[[ Input material, beginning ]]

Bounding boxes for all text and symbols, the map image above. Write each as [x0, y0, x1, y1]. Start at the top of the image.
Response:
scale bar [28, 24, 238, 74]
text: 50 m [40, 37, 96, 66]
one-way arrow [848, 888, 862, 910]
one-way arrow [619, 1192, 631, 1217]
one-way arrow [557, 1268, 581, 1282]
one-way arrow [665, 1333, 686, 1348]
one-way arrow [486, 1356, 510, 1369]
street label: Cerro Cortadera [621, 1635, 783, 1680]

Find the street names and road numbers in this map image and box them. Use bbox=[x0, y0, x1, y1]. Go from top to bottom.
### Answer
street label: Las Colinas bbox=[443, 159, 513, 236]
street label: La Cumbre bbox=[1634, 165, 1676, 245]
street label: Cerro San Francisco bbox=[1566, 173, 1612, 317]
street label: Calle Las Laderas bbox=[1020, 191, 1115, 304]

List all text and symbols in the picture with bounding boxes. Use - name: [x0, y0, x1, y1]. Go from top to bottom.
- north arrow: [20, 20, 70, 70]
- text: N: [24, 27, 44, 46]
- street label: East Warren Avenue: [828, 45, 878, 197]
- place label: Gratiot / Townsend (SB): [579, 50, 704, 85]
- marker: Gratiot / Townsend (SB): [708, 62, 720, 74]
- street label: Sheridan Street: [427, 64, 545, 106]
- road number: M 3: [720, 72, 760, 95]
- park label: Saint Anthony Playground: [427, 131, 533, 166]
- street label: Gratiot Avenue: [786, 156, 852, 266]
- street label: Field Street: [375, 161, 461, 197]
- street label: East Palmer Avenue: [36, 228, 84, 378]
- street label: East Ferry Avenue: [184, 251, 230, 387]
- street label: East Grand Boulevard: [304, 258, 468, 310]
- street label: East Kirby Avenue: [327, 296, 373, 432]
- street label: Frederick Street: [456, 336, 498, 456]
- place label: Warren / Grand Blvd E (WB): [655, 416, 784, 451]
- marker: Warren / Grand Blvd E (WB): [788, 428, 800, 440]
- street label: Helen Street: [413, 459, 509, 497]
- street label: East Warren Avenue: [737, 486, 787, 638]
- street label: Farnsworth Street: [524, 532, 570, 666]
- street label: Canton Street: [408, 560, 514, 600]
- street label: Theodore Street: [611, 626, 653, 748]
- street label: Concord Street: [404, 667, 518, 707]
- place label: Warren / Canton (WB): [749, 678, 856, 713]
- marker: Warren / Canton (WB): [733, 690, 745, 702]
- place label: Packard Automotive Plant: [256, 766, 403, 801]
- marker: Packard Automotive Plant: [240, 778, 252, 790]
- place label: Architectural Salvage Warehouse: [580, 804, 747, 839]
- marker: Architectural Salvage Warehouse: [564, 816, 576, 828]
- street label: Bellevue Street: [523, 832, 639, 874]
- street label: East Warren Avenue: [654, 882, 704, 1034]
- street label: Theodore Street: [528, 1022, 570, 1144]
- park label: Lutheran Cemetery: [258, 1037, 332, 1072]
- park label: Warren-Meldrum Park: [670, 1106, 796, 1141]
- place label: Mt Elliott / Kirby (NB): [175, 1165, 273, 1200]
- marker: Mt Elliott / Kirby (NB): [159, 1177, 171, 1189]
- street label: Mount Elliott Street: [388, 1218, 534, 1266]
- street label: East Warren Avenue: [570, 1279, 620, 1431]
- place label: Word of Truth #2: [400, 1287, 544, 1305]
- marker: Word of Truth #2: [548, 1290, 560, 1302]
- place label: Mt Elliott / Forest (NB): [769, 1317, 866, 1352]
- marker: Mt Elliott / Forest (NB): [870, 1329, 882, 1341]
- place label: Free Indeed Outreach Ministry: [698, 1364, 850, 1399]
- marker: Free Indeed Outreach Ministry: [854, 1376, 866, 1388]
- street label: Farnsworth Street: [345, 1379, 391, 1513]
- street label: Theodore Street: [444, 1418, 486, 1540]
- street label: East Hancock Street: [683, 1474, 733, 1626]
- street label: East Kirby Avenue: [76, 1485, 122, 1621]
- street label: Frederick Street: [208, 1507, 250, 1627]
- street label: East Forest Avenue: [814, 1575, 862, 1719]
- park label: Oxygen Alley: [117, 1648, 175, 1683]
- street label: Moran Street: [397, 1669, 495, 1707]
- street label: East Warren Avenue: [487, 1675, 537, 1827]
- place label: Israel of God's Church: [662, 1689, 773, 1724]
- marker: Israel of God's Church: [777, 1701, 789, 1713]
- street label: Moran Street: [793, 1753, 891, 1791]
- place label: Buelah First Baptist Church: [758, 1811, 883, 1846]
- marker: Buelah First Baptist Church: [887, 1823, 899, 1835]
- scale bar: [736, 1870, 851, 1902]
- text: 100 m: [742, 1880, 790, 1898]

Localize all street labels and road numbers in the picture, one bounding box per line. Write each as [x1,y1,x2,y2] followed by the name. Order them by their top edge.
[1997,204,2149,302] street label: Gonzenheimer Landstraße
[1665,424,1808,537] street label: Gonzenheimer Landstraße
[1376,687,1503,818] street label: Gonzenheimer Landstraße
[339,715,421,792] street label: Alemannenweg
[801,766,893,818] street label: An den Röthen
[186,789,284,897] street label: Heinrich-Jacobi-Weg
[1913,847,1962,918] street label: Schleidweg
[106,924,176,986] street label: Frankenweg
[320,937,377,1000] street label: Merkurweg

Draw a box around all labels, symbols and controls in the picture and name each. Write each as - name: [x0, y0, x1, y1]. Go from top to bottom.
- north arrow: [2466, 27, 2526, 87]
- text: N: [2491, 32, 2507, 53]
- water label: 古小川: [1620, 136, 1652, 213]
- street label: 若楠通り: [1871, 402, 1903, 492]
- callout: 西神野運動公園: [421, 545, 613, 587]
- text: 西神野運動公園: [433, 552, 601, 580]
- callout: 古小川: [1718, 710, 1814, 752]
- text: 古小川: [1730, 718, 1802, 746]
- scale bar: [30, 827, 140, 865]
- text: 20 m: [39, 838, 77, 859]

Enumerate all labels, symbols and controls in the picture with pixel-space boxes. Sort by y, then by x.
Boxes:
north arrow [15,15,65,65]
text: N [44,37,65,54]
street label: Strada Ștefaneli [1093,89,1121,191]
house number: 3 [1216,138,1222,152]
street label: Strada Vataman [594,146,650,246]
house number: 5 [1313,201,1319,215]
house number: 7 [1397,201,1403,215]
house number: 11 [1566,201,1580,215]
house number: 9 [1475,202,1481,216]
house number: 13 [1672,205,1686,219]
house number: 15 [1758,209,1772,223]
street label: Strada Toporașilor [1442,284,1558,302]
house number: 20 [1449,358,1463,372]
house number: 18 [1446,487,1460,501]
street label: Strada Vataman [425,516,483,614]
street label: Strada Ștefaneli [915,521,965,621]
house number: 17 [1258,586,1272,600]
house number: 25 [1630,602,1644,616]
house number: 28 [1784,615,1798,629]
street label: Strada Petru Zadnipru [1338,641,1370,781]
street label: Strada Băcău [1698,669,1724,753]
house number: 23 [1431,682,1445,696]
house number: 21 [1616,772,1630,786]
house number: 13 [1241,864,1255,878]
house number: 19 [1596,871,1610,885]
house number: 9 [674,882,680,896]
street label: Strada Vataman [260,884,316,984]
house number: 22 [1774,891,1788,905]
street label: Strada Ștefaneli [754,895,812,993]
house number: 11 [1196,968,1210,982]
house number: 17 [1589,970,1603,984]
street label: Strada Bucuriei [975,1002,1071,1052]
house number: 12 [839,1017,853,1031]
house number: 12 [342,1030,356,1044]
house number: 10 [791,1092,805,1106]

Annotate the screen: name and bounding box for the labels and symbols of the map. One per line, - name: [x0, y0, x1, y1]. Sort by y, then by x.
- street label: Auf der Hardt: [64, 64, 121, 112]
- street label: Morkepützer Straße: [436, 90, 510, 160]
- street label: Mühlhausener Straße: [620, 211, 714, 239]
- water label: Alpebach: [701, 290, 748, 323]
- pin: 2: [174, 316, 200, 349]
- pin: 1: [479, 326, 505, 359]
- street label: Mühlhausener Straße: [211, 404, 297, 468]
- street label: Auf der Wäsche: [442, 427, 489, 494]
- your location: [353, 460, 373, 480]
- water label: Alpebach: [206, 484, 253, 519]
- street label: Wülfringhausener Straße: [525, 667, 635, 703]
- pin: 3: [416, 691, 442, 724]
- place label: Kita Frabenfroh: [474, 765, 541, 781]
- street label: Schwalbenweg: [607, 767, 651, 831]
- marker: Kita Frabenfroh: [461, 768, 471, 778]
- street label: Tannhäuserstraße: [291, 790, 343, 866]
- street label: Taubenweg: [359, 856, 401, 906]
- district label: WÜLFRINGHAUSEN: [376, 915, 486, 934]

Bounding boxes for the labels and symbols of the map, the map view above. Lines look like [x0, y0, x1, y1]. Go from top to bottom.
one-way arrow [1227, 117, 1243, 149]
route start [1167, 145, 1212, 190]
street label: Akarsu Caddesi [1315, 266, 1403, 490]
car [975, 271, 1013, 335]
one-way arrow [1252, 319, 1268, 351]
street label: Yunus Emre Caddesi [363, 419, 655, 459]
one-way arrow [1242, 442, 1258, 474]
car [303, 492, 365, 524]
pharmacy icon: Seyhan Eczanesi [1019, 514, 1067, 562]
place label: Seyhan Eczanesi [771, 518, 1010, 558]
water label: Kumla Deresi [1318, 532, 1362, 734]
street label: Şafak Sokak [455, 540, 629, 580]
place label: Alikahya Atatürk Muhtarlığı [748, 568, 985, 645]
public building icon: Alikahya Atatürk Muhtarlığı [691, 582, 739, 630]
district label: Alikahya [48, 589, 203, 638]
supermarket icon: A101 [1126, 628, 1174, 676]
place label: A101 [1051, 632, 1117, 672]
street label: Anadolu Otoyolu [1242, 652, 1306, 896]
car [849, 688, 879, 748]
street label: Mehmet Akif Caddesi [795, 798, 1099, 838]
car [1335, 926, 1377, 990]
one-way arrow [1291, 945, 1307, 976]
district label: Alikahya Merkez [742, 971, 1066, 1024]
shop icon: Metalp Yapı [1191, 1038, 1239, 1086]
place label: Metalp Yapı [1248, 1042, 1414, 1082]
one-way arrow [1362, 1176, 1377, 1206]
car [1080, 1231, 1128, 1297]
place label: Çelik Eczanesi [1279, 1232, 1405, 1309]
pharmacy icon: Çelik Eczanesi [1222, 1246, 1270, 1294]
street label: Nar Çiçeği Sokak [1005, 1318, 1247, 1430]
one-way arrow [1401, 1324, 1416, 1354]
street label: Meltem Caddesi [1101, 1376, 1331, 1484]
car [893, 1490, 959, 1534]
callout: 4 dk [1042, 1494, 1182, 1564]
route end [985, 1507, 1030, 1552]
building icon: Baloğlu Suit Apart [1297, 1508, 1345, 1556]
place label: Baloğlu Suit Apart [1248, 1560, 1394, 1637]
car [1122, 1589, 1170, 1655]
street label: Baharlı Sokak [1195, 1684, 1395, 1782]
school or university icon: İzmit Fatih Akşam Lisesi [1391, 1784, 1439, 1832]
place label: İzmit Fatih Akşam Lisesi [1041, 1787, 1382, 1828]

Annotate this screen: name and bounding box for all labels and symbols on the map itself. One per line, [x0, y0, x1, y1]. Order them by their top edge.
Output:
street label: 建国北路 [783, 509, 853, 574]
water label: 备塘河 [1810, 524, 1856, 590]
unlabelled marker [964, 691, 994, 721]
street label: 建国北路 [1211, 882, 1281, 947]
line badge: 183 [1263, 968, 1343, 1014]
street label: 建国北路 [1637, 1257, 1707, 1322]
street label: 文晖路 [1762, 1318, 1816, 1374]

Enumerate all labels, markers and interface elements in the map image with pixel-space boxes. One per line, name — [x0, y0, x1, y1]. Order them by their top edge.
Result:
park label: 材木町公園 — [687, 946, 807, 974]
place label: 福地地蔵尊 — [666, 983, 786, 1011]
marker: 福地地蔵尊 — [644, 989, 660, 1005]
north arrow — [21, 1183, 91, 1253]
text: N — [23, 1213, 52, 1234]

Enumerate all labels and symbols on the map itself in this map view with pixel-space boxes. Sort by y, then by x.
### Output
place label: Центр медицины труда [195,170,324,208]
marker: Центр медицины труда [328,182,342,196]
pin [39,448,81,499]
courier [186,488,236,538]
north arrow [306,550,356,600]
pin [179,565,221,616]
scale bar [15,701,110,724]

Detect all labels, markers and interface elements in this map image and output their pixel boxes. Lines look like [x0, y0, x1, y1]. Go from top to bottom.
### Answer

[[ Input material, end ]]

Problem to work on> Return every line of the material in which the word "this" is found.

Written solution>
Find the street names and road numbers in this map image and box them. Use bbox=[x0, y0, x1, y1]. Go from top to bottom.
Annotate this screen: name and bounding box for all labels and symbols on the map itself. One per line, [x0, y0, x1, y1]. Order them by their top edge.
Enumerate all labels and symbols on the map itself in this map view with pixel-space boxes. Sort by y, then by x.
Detect all labels, markers and interface elements in this map image and output their pixel boxes. Lines look like [x0, y0, x1, y1]. Go from top to bottom.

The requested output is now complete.